• _EXERCISE BRIEF_: Below are records; copy exactly the line containing "trace(street, '#fff', 18);" and every line after it, through the last.

----- RECORD SET

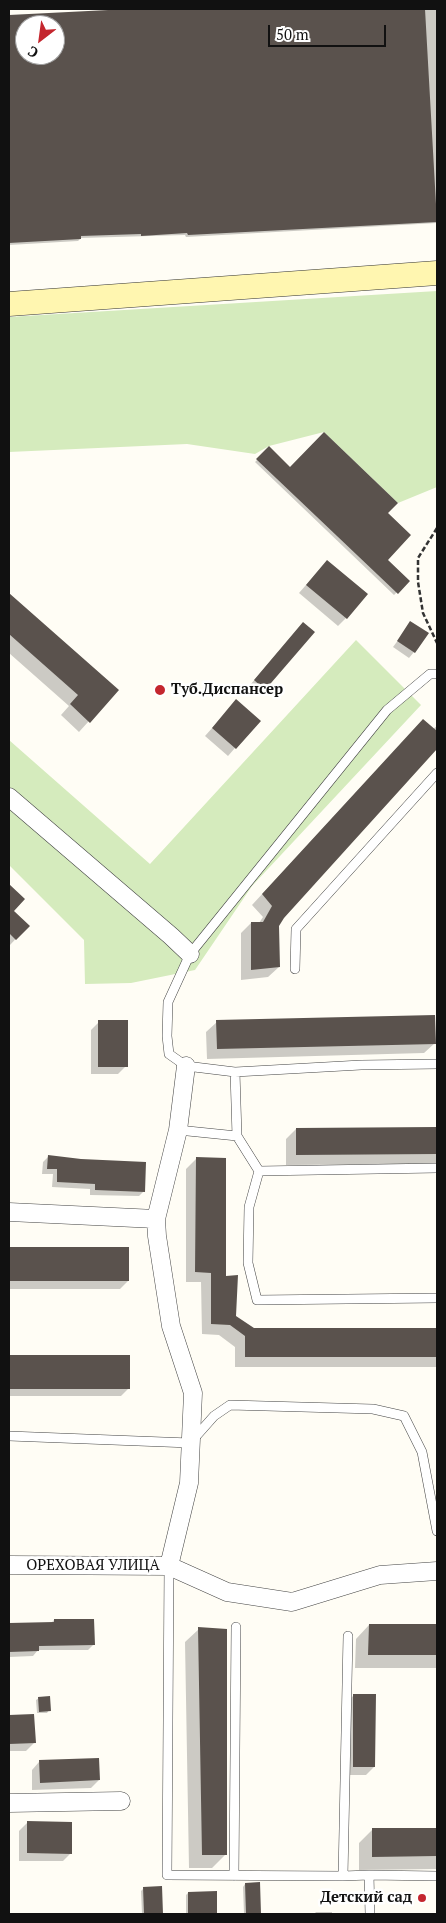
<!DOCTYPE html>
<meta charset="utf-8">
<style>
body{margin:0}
#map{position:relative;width:446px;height:1923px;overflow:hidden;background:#fffdf5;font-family:"PT Serif",serif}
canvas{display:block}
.frame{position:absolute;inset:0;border:10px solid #111;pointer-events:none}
.north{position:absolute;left:15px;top:15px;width:50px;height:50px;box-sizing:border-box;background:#fff;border:1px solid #a0a0a0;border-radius:50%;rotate:210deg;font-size:14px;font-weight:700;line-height:20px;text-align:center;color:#111}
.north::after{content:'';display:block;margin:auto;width:18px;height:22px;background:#c4262e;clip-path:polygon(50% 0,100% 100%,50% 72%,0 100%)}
.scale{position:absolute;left:268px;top:25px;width:118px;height:22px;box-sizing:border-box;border:2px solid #111;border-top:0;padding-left:6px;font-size:15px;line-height:18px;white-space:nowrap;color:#111;-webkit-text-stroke:4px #fff;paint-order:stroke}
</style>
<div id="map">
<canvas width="446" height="1923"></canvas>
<div class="frame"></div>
<div class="north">С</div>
<div class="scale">50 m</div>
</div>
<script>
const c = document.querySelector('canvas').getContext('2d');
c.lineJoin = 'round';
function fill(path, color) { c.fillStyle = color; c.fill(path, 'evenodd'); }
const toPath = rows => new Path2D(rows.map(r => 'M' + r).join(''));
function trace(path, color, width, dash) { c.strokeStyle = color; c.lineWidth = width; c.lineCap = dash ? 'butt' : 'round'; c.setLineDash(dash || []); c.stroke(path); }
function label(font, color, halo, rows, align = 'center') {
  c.font = font + ' "PT Serif",serif'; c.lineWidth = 5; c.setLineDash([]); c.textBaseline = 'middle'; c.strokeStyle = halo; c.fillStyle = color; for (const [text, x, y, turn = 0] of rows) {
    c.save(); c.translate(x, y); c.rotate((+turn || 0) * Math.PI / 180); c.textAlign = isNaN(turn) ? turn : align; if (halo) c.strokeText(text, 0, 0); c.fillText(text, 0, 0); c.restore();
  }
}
const green = toPath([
 [437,291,437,487,398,503,324,432,269,446,255,454,187,444,9,452,9,317],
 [356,640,421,705,252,886,195,970,131,983,85,984,84,940,9,865,9,740,150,864]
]);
const shadow = toPath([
 [152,9,437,9,437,223,186,237,185,235,81,238,78,241,9,245,9,16],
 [25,25,55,25,55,55,25,55],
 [269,448,290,469,386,513,386,560,408,581,394,595,255,462],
 [319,570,346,618,338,626,299,593],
 [9,595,117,690,79,732,61,715,69,706,9,653],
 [411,623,414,652,409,658,393,647],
 [299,628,264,689,260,694,250,685],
 [229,709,235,748,228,756,205,736],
 [437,726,437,748,283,918,278,926,279,967,268,977,241,980,241,933,251,923,259,923,263,917,252,905,413,731,433,729],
 [9,886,23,899,13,911,28,926,10,945,9,943],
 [99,1022,126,1066,118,1074,91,1074,91,1030],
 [217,1022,435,1043,424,1053,207,1059,206,1032],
 [437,1128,437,1164,286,1165,286,1139,296,1129],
 [48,1157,144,1191,139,1196,90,1195,90,1189,52,1187,53,1174,42,1174,43,1162],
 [196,1159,235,1316,253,1329,437,1329,437,1367,235,1367,235,1347,219,1335,202,1334,201,1282,186,1282,186,1169],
 [9,1249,127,1249,128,1281,120,1289,9,1289],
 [9,1356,129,1356,129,1388,121,1396,9,1396],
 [54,1620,94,1644,88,1650,38,1650,33,1656,9,1657,9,1625,51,1623],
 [369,1625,437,1626,437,1668,355,1668,356,1639],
 [199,1629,226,1854,212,1868,189,1868,185,1642],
 [354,1695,374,1767,366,1775,345,1775,346,1703],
 [39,1698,49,1710,47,1713,37,1713,36,1700],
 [33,1715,34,1743,26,1751,9,1751,9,1716],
 [39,1762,99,1780,91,1788,32,1790,32,1770],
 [27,1823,71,1853,63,1861,19,1861,19,1831],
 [373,1829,437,1829,437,1869,359,1870,359,1843],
 [245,1884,258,1884,260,1914,244,1914,243,1887],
 [144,1888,161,1888,162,1914,142,1914,141,1891],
 [215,1892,216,1914,186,1914,186,1895,188,1893],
 [316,1912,332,1912,332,1914,314,1914]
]);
const building = toPath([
 [128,9,425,9,437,222,188,235,187,233,141,236,141,234,81,236,81,239,9,243,9,15],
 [25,25,55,25,55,55,25,55],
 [324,432,398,503,388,513,411,535,388,560,410,581,398,594,256,459,269,446,290,467],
 [327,560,368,594,347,619,306,585],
 [9,593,119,690,90,723,70,704,78,695,9,634],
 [410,621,429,633,415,653,397,641],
 [303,622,315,632,265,690,254,680],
 [236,699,261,721,236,749,212,728],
 [423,719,437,731,437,749,284,918,279,926,280,967,251,970,251,922,263,922,272,906,262,894],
 [9,884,25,899,14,911,30,926,16,940,9,933],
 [435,1015,436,1044,217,1049,216,1020],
 [98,1020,128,1020,128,1067,98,1067],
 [437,1127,437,1154,296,1155,296,1128],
 [48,1155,81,1159,146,1162,145,1192,95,1190,95,1184,57,1182,57,1169,47,1169],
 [196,1157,226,1158,226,1276,238,1275,236,1316,254,1328,437,1328,437,1357,245,1357,245,1336,230,1325,211,1324,211,1273,195,1272],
 [9,1247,129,1247,129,1281,9,1281],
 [9,1355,130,1355,130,1389,9,1389],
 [54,1619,94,1619,95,1645,39,1646,39,1651,9,1652,9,1623,54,1622],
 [369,1624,437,1624,437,1655,368,1655],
 [198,1627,227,1629,227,1855,202,1855],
 [353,1694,376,1694,375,1767,353,1767],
 [50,1696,51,1711,39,1712,38,1697],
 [34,1714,36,1743,9,1744,9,1715],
 [99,1758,100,1780,40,1783,39,1760],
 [27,1821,72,1822,72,1854,27,1853],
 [372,1828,437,1828,437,1856,372,1857],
 [260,1882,261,1914,246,1914,245,1883],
 [162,1886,163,1914,144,1914,143,1887],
 [217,1891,217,1914,188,1914,188,1892]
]);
const path = toPath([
 [437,528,418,558,418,582,423,613,437,643]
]);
const lane = toPath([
 [437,674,430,674,387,710,190,954,168,1002,167,1036,169,1054,186,1066,235,1072,361,1065,437,1064],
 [295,969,296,929,437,773],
 [235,1072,237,1136,259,1171],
 [178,1130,237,1136],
 [437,1168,259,1171,249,1207,248,1263,257,1300,437,1298],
 [9,1436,190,1443,214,1416,230,1405,373,1409,404,1416,422,1452,437,1531],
 [169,1566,167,1875,343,1876],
 [348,1636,343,1876,369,1875,370,1914],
 [369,1875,437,1876],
 [234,1876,236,1627]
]);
const street = toPath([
 [9,797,171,936,190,954],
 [9,1212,156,1219],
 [9,1565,169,1566,227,1592,292,1602,380,1575,437,1571],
 [169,1566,189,1483,193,1393,171,1326,157,1236,156,1219,178,1130,186,1066],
 [9,1803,121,1801]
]);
const secondary = toPath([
 [9,304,437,273]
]);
const markers = [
 [160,690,6,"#c4262e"],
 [422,1898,5,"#c4262e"]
];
const poiNames = [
 ["Туб.Диспансер",171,690],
 ["Детский сад",412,1898,"right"]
];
const streetNames = [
 ["ОРЕХОВАЯ УЛИЦА",93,1566]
];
fill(green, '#d5ebbd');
fill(shadow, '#0003');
fill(building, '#5a524d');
trace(lane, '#444', 10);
trace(street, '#444', 19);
trace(secondary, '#333', 25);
trace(path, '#333', 2.5, [5, 2.5]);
trace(lane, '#fff', 9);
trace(street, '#fff', 18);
trace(secondary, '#fff6b0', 24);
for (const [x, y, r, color] of markers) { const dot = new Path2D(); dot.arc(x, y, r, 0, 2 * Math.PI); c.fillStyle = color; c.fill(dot); trace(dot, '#fff', 2); }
label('bold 15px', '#111', '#fff', poiNames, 'left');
label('15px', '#111', '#fff', streetNames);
</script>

----------

• _TASK OUTPUT_:
trace(street, '#fff', 18);
trace(secondary, '#fff6b0', 24);
for (const [x, y, r, color] of markers) { const dot = new Path2D(); dot.arc(x, y, r, 0, 2 * Math.PI); c.fillStyle = color; c.fill(dot); trace(dot, '#fff', 2); }
label('bold 15px', '#111', '#fff', poiNames, 'left');
label('15px', '#111', '#fff', streetNames);
</script>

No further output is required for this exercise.